Of course, in this particular case, the question does not arise, as the estate of Stieg Larson and Quercus Publishing, as copyright owners, have commissioned the new book themselves. But what is the legal position where that is not the case? What can copyright owners do (if anything) to protect their plots, themes and characters from unauthorised use?

The legal position

We take a look at how a copyright owner can seek to protect its works below. However, to put this all in context, let’s first look at the basics of what constitutes copyright and how it can be infringed.

English law specifies a list of works in which copyright can subsist, including literary, dramatic and artistic works. To infringe a copyright work, a person must have carried out, or authorised the carrying out, of one or more of a number of prohibited acts (including copying or adapting the original work) in relation to a ‘substantial part’ of the work, without the consent of the copyright owner. ‘Adapting’ is very narrowly defined to include making a translation and making a non-dramatic work into a dramatic work and vice versa and so it is of limited use when looking at the appropriation of plots, themes and characters in the context we are looking at.

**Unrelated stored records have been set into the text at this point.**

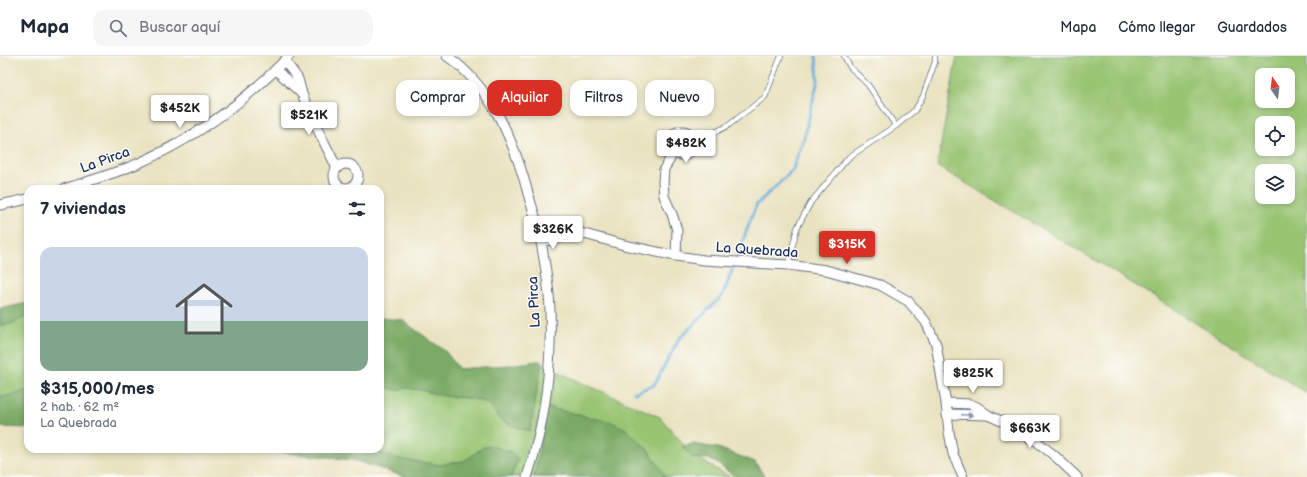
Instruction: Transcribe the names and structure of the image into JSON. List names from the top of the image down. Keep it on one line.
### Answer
{"streets":{"street":["La Pirca","La Quebrada"]},"crossings":[["La Pirca","La Quebrada"]],"north":"top","page":{"header":"Mapa","search":"Buscar aquí","nav":["Mapa","Cómo llegar","Guardados"],"chip":["Comprar","Alquilar","Filtros","Nuevo"],"price":["$452K","$521K","$482K","$326K","$315K","$825K","$663K"],"heading":"7 viviendas","list":[{"name":"$315,000/mes","note":"2 hab. · 62 m² · La Quebrada"}]}}
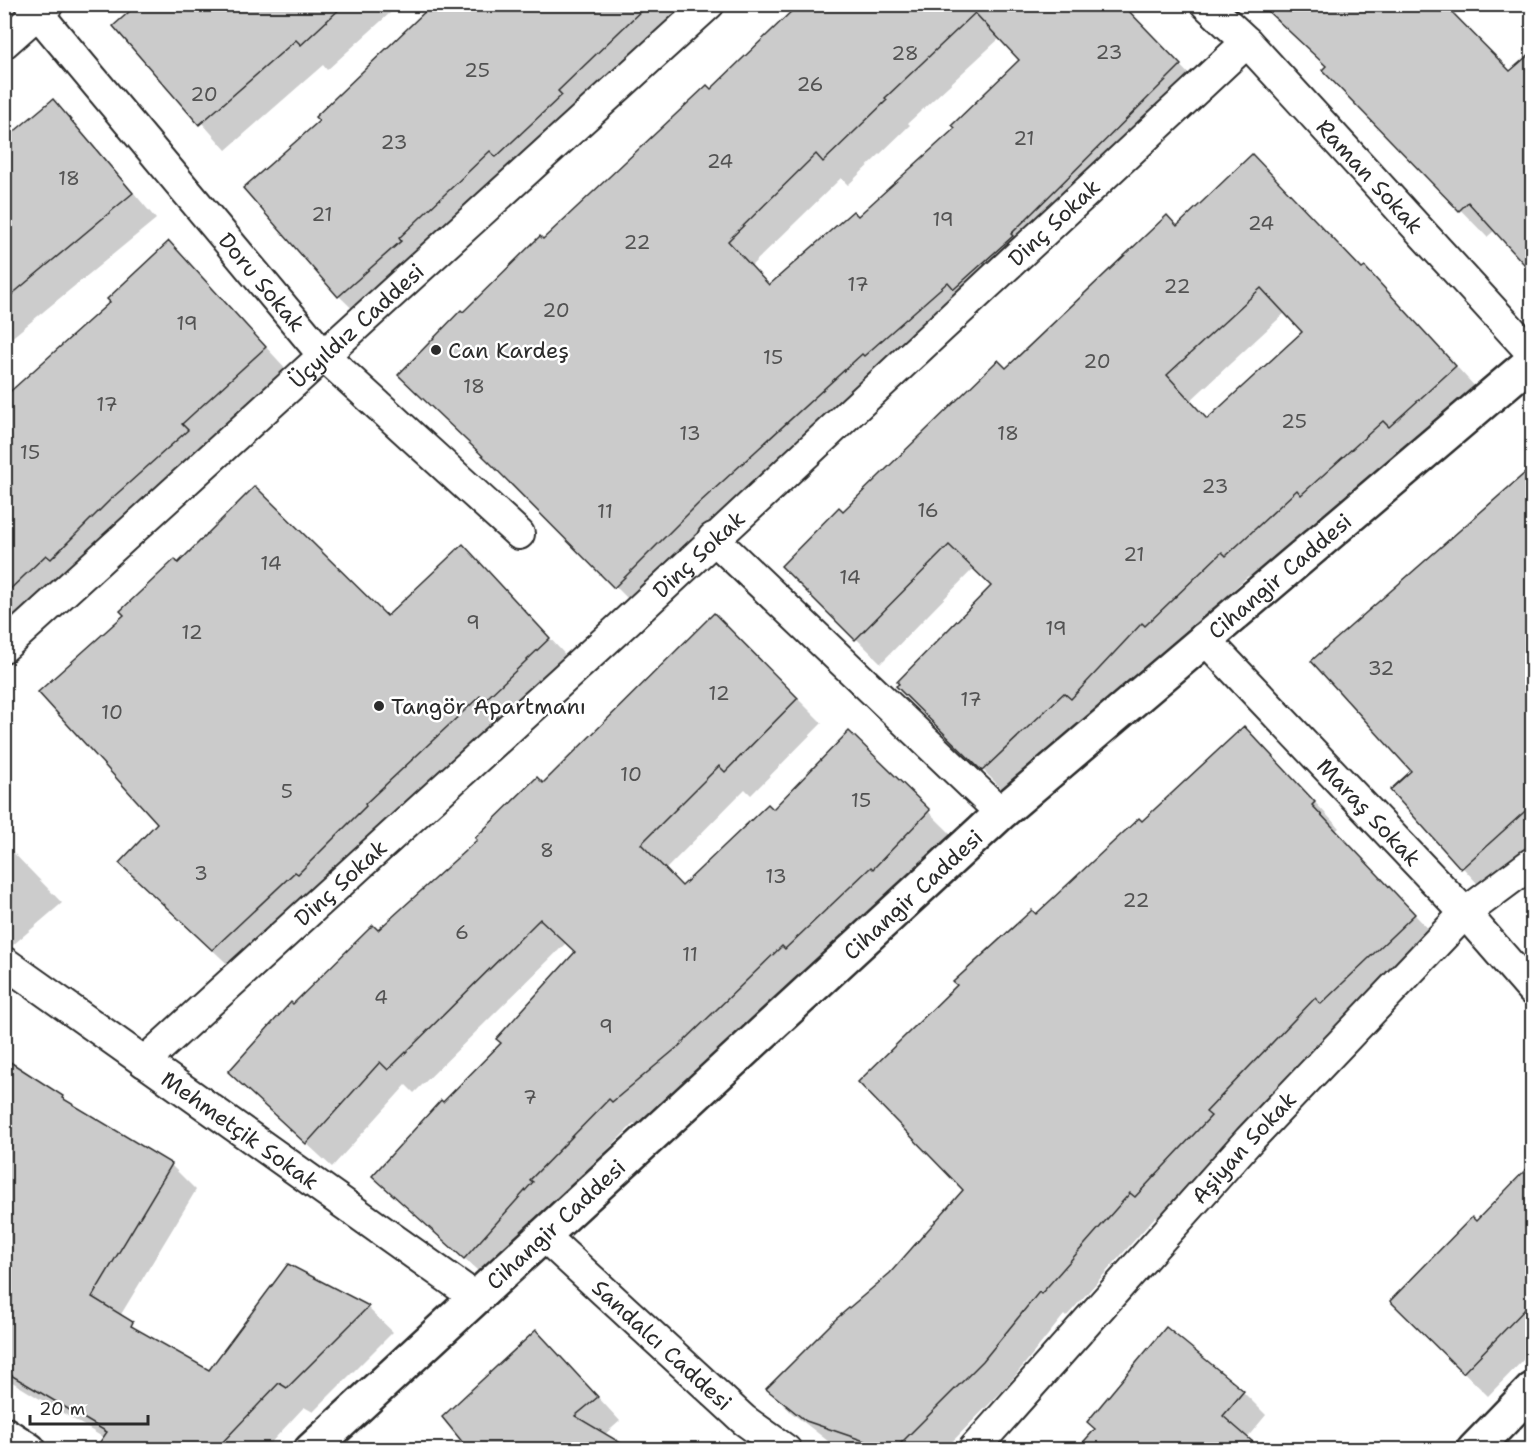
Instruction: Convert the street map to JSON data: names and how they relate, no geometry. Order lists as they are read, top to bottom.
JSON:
{
  "streets": {
    "main road": ["Cihangir Caddesi"],
    "street": [
      "Raman Sokak",
      "Dinç Sokak",
      "Doru Sokak",
      "Üçyıldız Caddesi",
      "Maraş Sokak",
      "Mehmetçik Sokak",
      "Aşiyan Sokak",
      "Sandalcı Caddesi"
    ]
  },
  "crossings": [
    ["Raman Sokak", "Dinç Sokak"],
    ["Dinç Sokak", "Mehmetçik Sokak"],
    ["Doru Sokak", "Üçyıldız Caddesi"],
    ["Cihangir Caddesi", "Maraş Sokak"],
    ["Cihangir Caddesi", "Mehmetçik Sokak"],
    ["Cihangir Caddesi", "Sandalcı Caddesi"],
    ["Maraş Sokak", "Aşiyan Sokak"]
  ],
  "places": ["Can Kardeş", "Tangör Apartmanı"],
  "house_numbers": [
    "23",
    "28",
    "25",
    "26",
    "20",
    "21",
    "23",
    "24",
    "18",
    "21",
    "19",
    "24",
    "22",
    "17",
    "22",
    "20",
    "19",
    "15",
    "20",
    "18",
    "17",
    "25",
    "13",
    "18",
    "15",
    "23",
    "16",
    "11",
    "21",
    "14",
    "14",
    "9",
    "19",
    "12",
    "32",
    "12",
    "17",
    "10",
    "10",
    "5",
    "15",
    "8",
    "3",
    "13",
    "22",
    "6",
    "11",
    "4",
    "9",
    "7"
  ],
  "scale_bar": "20 m"
}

When looking at what constitutes a ‘substantial part’ of a work, the courts will look at all the circumstances of a particular case to make that assessment and will look not only at the quantity of the original work that has been copied, but also at the quality of what has been copied. So, it is conceivable, that even copying a minimal amount of the work can constitute a substantial part, where the extract copied is a significant or important part of the original work.

If we look at the misappropriation of plots and themes first; the English courts have determined that it is possible to protect these elements by copyright, but only where those elements are sufficiently developed and delineated beyond mere ideas so that they contribute to the form of the story being told. The most recent case exploring this aspect (albeit in a summary judgment) was Allen v Bloomsbury Publishing plc [2010], where J.K Rowling was accused of infringing the copyright in a book called ‘Willy and the Wizard’. In that case, the judge gave some helpful guidance clarifying that copyright can protect the content of a literary work, including the selection, arrangement and development of ideas, facts, incidents and the like. In assessing the crucial question as to whether a substantial part had been taken, the court should have regard to all the facts of the case including the nature and extent of the copying; the quality and importance of what had been taken; the degree of originality of what had been taken or whether it was commonplace; and whether a substantial part of the skill and labour contributed by the author in creating the original had been appropriated.

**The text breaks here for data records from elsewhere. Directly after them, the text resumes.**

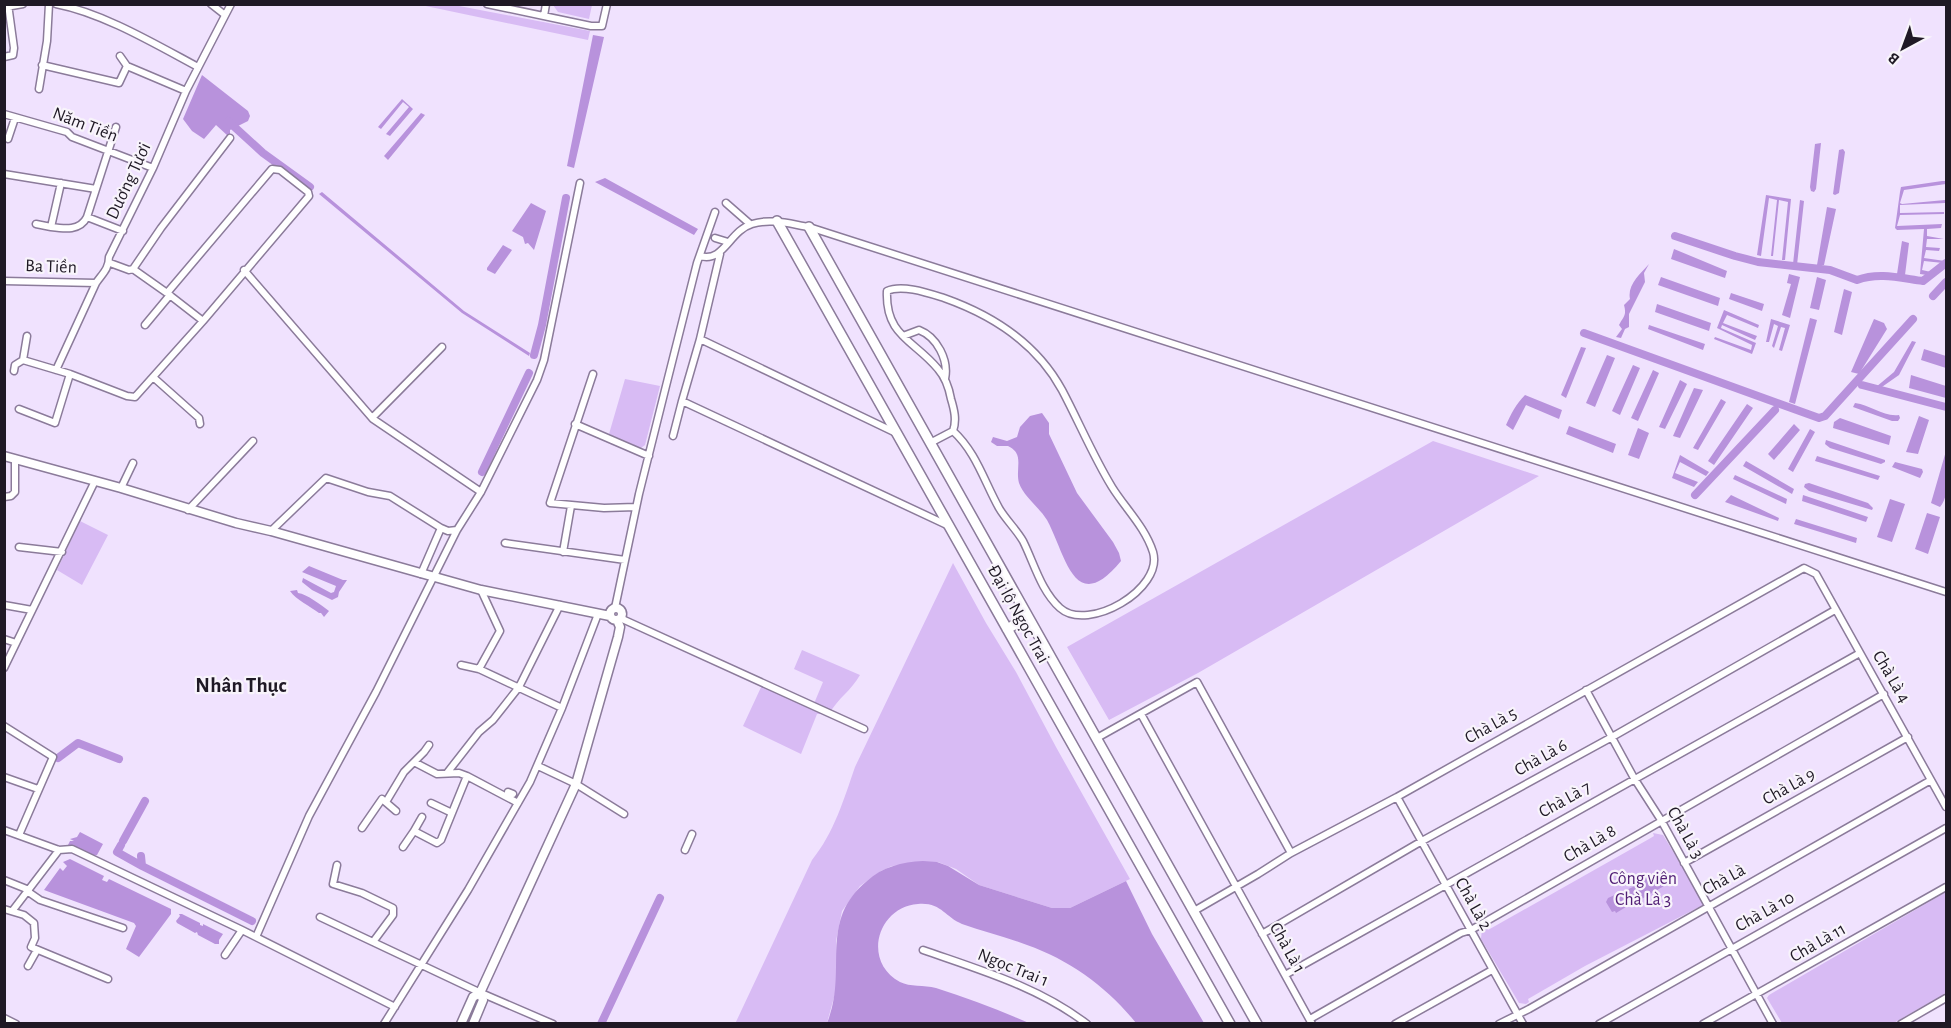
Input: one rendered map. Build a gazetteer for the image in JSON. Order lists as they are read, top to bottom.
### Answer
{
  "streets": {
    "main road": ["Đại lộ Ngọc Trai"],
    "street": [
      "Năm Tiền",
      "Dương Tươi",
      "Ba Tiền",
      "Chà Là 4",
      "Chà Là 5",
      "Chà Là 6",
      "Chà Là 9",
      "Chà Là 7",
      "Chà Là 3",
      "Chà Là 8",
      "Chà Là",
      "Chà Là 2",
      "Chà Là 10",
      "Chà Là 11",
      "Chà Là 1",
      "Ngọc Trai 1"
    ]
  },
  "crossings": [
    ["Năm Tiền", "Dương Tươi"],
    ["Dương Tươi", "Ba Tiền"],
    ["Đại lộ Ngọc Trai", "Chà Là 5"],
    ["Chà Là 4", "Chà Là 5"],
    ["Chà Là 4", "Chà Là 6"],
    ["Chà Là 4", "Chà Là 9"],
    ["Chà Là 4", "Chà Là 7"],
    ["Chà Là 4", "Chà Là 8"],
    ["Chà Là 4", "Chà Là"],
    ["Chà Là 5", "Chà Là 3"],
    ["Chà Là 5", "Chà Là 2"],
    ["Chà Là 5", "Chà Là 1"],
    ["Chà Là 6", "Chà Là 3"],
    ["Chà Là 6", "Chà Là 2"],
    ["Chà Là 6", "Chà Là 1"],
    ["Chà Là 9", "Chà Là 3"],
    ["Chà Là 7", "Chà Là 3"],
    ["Chà Là 7", "Chà Là 2"],
    ["Chà Là 7", "Chà Là 1"],
    ["Chà Là 3", "Chà Là 8"],
    ["Chà Là 3", "Chà Là"],
    ["Chà Là 3", "Chà Là 10"],
    ["Chà Là 3", "Chà Là 11"],
    ["Chà Là 8", "Chà Là 2"],
    ["Chà Là 8", "Chà Là 1"],
    ["Chà Là", "Chà Là 2"]
  ],
  "districts": ["Nhân Thục"],
  "parks": ["Công viên Chà Là 3"],
  "north": "bottom left"
}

If we look at the protection of characters however, English case law does not currently support the notion of being able to protect a character through copyright. By way of example, in the case of Conan Doyle v London Mystery Magazine Ltd [1949] the court refused to grant an injunction to stop London Mystery Magazine from using the Sherlock Holmes name and his address, 221b Baker Street in their publication. Similarly, in Tyburn Productions Ltd v Conan Doyle [1991] the court held that a claim to copyright in the Sherlock Holmes and Dr Watson characters was not justifiable as English law did not recognise such a concept.

Can creators protect works?

So, how can a copyright owner seek to protect its characters, given the lack of protection offered under English copyright law and strengthen its position in respect of the use of plots and themes?

1) Ensure your work is in copyright. Works in the public domain, whether by passage of time (literary works are protected by copyright for life of author plus 70 yrs from end of calendar year in which author died) or because the copyright owner has surrendered her/his copyright are generally free game. Pay particular attention to whether you have complied with different formalities for copyright protection in the different territories in which you will exploit your work, to ensure as wide a scope of protection as possible and the ability to bring an action for copyright infringement.

2) For works that have fallen out of copyright, consider refreshing or reinventing those works in order to set the term of copyright running in respect of the new works. By way of example, the publisher Warne updated the original Beatrix Potter illustrations as well as commissioning Emma Thompson to create ‘The Further Tale of Peter Rabbit‘. To the extent that any unauthorised work contains any facets of these new works, the copyright owner could then potentially claim copyright infringement of those new works.

3) Consider other legal methods for protecting your works; not just copyright. Could you register a particular aspect of your work (e.g. a name or image) as a trade mark, for example? You may also be able to claim under the tort of ‘passing off’. This prevents a trader from misrepresenting its goods or services as being your goods or services and also prevents a trader from incorrectly holding out his or her goods or services as having some association or connection with you. Lastly, can you claim breach of moral rights, in particular your right to object to derogatory treatment of your work?

4) Consider your position in the relevant jurisdiction in which infringement has occurred – your position under copyright laws in that country may be an improvement to the position under English law. For example, the US courts have been willing in a number of cases to protect fictional characters, as well as plots and themes.

5) Since an unauthorised work will not infringe an original work, where a person takes simply expressed or high level ideas from that original work, ensure that any key plots and themes are worked up into detail and fully fleshed out. Even though characters are not currently protected under English law, given the difference of opinion in other jurisdictions, developing plots and themes to a granular level may help you in other jurisdictions.

6) Where you have licensed any rights in connection with the work, ensure that that licence is strictly limited to the purpose at the core of the contract and that there is an express prohibition on the licensee creating any further works based on characters included in the original work and to the extend they are fully developed, any plots and themes from the original works.

Conclusion

Under the limited case law in England, authors and publishers appear to have more of an uphill struggle compared to some other jurisdictions when it comes to protecting their plots, themes and characters from unauthorised exploitation; forcing copyright owners to use a myriad of methods, other than copyright, to protect their rights.

Certainly based on the Tyburn case, the courts appear to be reluctant to introduce what they see as a new concept of protecting a character as a copyright work without that being explicitly provided for in legislation. However, if copyright can protect the content of a literary work (as expressed in the case of Allen v Bloomsbury Publishing) and in particular its central themes and plots, it begs the question, why can that not extend to its sufficiently delineated characters?